150, 200, 250? Non so quanti eravamo. Tutti stipati, fin dalle sei di sera, al Bottegas, in via Colletta 31, tra prodotti biologici e un happy hour fornitissimo ad ascoltare ma soprattutto a parlare con Giuliano. La prima festa di zona 4 dedicata ai cittadini e all’organizzazione dei futuri comitati di quartiere,sono già sei o sette, per i quali, solo sabato sera abbiamo ricevuto oltre 40 adesioni. Avevamo preparato una cartina della zona su cui ognuno poteva attaccare un post it confermando la propria disponibilità a partecipare alla campagna per una Milano migliore.A fine serata era completamente coperta da un tappeto giallo di indirizzi e commenti.

Giacomo, 8 anni è il primo a interrogarmi sul futuro della Milano dei bambini. E poi è stato il solito dialogo tra me e la città: i cittadini che suggeriscono, propongono, evidenziano, chiedono. Il tutto allietato dalla musica del dj Federico che per una sera ha svestito i panni di coordinatore di zona 4 per dedicarsi alla sua passione musicale.

E con i ragazzi del Bottegas carinissimi e sempre disponibili, primi sostenitori della nostra campagna, che sanno attenta alla qualità di quello che finisce sulle nostre tavole. E quando li ho lasciati, so che la festa è continuata tra capannelli di discussione politica,due chiacchiere tra amici, una birra con al Banco con Paolone Limonta che come al solito dava la carica di entusiasmo, anche se non ce n’era bisogno.Da domani partiranno quindi i comitati di quartiere di zona 4 con cui riusciremo ad essere ancora più presenti e a cui parteciperanno direttamente tutto coloro che desiderano realmente cambiare la loro Milano.

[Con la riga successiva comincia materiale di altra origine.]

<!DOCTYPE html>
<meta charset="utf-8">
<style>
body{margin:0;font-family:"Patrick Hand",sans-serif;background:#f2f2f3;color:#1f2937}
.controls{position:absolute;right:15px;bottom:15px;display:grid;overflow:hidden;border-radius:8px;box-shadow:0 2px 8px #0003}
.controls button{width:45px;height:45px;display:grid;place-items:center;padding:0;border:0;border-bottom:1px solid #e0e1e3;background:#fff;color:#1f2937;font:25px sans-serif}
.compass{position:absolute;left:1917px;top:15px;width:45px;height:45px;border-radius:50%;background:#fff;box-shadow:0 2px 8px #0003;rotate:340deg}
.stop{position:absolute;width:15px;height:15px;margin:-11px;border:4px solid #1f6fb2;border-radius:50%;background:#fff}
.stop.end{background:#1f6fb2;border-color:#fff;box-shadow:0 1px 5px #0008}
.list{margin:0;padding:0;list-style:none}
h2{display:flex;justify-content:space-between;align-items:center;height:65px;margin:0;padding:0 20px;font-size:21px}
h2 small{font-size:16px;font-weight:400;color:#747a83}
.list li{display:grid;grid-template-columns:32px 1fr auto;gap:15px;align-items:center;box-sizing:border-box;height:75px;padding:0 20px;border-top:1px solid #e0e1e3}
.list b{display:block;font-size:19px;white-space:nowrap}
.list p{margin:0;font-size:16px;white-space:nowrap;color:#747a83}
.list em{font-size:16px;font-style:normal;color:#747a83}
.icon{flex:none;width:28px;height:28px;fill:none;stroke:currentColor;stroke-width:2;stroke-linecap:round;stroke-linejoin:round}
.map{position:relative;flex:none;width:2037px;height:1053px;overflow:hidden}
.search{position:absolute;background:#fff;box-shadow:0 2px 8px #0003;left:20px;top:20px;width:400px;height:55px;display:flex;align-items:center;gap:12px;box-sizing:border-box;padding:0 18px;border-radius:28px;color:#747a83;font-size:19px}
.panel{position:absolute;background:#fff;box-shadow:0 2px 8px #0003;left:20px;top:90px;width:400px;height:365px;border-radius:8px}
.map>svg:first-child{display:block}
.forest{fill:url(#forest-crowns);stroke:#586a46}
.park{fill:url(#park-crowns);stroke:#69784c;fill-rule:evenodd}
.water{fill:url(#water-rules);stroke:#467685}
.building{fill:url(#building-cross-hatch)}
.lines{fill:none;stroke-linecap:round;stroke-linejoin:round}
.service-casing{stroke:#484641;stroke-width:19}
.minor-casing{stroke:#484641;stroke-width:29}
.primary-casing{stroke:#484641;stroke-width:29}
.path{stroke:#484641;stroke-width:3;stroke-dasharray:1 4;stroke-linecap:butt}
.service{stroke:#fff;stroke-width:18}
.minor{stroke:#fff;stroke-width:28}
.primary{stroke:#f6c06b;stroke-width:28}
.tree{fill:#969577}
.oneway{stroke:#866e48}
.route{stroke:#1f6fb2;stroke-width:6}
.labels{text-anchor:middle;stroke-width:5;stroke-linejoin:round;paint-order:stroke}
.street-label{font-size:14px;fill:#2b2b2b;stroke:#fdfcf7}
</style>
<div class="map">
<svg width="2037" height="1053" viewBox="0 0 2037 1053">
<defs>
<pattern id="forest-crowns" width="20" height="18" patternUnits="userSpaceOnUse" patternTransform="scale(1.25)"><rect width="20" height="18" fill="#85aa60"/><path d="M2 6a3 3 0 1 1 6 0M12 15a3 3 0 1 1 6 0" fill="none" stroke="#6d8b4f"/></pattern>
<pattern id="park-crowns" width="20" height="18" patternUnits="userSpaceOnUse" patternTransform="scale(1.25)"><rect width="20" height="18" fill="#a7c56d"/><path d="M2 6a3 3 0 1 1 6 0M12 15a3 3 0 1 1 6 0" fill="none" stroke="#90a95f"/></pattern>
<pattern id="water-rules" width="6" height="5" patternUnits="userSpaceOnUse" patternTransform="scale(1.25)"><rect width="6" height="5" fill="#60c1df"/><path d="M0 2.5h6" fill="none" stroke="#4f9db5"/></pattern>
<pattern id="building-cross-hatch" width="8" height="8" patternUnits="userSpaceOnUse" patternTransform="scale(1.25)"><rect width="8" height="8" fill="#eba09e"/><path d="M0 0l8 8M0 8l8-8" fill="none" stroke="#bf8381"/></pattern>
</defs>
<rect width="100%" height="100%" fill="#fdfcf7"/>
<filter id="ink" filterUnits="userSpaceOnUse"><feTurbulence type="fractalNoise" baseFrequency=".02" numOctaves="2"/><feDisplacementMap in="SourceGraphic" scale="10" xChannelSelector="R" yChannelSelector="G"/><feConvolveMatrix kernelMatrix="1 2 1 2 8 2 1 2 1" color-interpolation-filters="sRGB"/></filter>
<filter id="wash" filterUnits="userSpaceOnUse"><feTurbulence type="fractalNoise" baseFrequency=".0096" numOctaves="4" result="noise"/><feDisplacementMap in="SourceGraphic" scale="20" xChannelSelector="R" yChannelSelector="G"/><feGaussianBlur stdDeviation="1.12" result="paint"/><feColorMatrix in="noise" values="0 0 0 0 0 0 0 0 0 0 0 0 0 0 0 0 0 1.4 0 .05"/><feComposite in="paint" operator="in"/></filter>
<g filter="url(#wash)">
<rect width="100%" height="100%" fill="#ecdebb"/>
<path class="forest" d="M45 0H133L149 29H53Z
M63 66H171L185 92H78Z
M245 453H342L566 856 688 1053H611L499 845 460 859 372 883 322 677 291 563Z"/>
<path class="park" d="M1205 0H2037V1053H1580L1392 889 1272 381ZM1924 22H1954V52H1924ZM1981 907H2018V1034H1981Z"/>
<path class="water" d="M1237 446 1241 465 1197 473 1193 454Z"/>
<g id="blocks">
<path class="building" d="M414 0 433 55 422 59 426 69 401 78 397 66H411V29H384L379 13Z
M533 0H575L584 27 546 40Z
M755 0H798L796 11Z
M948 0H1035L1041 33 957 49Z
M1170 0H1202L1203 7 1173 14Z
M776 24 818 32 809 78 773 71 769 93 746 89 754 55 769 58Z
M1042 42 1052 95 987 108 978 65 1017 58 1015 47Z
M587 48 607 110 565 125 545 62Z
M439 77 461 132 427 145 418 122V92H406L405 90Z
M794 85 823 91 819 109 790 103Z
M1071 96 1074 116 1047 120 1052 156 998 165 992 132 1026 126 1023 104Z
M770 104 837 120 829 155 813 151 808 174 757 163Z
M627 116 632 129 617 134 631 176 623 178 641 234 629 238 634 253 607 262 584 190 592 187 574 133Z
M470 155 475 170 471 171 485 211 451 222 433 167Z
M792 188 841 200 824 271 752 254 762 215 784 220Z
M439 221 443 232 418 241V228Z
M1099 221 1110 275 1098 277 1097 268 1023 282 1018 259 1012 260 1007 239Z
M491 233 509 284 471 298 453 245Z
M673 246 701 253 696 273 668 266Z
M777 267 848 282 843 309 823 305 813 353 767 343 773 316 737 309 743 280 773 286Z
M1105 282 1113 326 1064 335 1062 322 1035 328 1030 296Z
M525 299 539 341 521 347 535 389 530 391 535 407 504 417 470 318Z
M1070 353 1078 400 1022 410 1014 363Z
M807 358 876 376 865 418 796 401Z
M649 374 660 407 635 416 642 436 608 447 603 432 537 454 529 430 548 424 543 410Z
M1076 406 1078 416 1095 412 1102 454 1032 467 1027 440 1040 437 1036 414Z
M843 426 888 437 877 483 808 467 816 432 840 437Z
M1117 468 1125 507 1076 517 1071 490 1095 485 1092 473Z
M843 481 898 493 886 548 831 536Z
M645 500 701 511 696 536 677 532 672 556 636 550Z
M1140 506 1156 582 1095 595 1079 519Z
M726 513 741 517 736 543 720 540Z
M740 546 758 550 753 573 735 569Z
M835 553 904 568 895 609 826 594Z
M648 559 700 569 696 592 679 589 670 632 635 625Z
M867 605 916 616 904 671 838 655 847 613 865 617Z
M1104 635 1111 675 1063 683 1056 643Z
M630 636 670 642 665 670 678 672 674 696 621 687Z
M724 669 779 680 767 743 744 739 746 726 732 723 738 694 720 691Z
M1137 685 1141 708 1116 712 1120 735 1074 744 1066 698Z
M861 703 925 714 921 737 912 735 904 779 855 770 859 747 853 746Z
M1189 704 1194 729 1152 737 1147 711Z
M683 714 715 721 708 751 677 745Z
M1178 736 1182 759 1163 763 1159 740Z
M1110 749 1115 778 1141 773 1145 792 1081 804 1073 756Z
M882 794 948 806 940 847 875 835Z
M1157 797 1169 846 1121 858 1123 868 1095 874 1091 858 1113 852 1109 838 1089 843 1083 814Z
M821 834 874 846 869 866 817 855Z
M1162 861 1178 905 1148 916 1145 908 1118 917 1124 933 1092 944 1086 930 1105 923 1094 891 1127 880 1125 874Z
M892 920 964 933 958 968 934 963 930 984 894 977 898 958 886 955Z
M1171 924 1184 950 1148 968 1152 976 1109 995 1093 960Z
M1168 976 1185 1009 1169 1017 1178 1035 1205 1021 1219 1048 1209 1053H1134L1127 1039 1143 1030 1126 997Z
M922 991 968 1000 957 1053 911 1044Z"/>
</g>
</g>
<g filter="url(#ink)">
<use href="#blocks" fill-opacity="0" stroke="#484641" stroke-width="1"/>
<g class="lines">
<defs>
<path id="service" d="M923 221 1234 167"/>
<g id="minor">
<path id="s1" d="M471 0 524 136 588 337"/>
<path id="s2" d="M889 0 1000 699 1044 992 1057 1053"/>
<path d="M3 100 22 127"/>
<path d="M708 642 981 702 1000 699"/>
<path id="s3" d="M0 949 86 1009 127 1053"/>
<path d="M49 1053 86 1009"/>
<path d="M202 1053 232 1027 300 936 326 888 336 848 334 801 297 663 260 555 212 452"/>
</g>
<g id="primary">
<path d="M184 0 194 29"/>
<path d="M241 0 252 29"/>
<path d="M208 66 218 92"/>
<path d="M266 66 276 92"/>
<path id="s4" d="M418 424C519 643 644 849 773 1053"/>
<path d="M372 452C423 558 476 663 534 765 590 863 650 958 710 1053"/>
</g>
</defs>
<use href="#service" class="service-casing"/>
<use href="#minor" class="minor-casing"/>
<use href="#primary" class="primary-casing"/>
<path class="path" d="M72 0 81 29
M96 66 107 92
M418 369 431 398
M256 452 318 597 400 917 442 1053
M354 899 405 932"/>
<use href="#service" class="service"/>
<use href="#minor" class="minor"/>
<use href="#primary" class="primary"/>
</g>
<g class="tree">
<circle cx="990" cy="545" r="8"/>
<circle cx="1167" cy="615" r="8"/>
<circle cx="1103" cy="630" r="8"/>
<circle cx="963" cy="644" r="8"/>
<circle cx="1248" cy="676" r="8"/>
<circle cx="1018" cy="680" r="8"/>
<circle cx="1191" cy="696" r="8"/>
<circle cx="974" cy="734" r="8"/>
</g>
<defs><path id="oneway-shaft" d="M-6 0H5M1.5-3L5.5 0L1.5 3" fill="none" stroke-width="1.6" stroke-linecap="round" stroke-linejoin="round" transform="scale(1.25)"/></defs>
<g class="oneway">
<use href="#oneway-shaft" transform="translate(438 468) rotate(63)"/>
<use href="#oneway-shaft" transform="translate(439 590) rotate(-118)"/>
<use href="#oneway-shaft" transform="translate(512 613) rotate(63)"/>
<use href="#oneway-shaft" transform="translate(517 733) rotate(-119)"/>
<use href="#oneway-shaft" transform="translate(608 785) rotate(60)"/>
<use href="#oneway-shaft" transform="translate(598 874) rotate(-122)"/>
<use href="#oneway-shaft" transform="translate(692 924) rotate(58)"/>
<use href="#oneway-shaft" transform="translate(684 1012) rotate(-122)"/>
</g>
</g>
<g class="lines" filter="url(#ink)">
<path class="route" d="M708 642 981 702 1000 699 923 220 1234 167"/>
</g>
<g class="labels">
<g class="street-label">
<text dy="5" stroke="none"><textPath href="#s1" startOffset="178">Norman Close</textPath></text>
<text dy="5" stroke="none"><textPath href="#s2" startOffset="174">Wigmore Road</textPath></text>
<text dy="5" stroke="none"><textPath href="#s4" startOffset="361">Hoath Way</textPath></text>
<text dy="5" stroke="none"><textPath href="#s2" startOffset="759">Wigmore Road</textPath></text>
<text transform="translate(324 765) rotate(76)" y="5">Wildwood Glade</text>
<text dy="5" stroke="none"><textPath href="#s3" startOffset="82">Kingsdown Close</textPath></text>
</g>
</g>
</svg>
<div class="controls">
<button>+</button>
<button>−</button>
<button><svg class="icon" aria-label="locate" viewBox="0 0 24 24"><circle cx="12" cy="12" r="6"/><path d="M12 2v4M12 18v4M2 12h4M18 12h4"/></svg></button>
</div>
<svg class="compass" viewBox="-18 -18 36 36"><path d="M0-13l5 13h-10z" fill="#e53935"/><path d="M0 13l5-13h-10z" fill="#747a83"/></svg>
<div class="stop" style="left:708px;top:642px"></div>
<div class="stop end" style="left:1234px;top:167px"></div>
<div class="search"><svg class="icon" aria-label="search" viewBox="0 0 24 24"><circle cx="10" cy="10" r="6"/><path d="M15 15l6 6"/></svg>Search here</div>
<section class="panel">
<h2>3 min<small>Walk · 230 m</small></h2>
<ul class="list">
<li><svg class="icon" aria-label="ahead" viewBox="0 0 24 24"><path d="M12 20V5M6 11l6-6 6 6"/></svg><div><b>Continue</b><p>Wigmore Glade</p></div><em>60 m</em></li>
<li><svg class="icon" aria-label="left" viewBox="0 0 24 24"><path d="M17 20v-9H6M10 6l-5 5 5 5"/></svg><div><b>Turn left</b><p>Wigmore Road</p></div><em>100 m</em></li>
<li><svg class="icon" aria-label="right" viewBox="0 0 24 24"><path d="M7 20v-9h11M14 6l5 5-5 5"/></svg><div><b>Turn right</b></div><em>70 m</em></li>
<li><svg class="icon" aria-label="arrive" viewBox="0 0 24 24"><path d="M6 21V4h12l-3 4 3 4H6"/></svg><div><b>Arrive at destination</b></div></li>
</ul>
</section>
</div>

Ma sabato è stata una giornata-trottola, cominciata la mattina presto con l’incontro con una giornalista americana, interessata a raccontare là quello che si realizzerà a partire da Milano, il dopo Berlusconi. Seguita con la grande assemblea al Teatro Parenti dedicata al programma del Pd, e con l’abbraccio del segretario Bersani: <Il Pd si mette a disposizione>. Proseguita con la serata al Teatro Studio, dalla Fondazione Bassetti edallo spettacolo di Luciana Curino sugli affascinanti e geniali inventori e protagonisti milanesi del design. Finita, ed ero proprio cotto, con un piatto di penne al pomodoro a Brera. Non male, tra l’altro.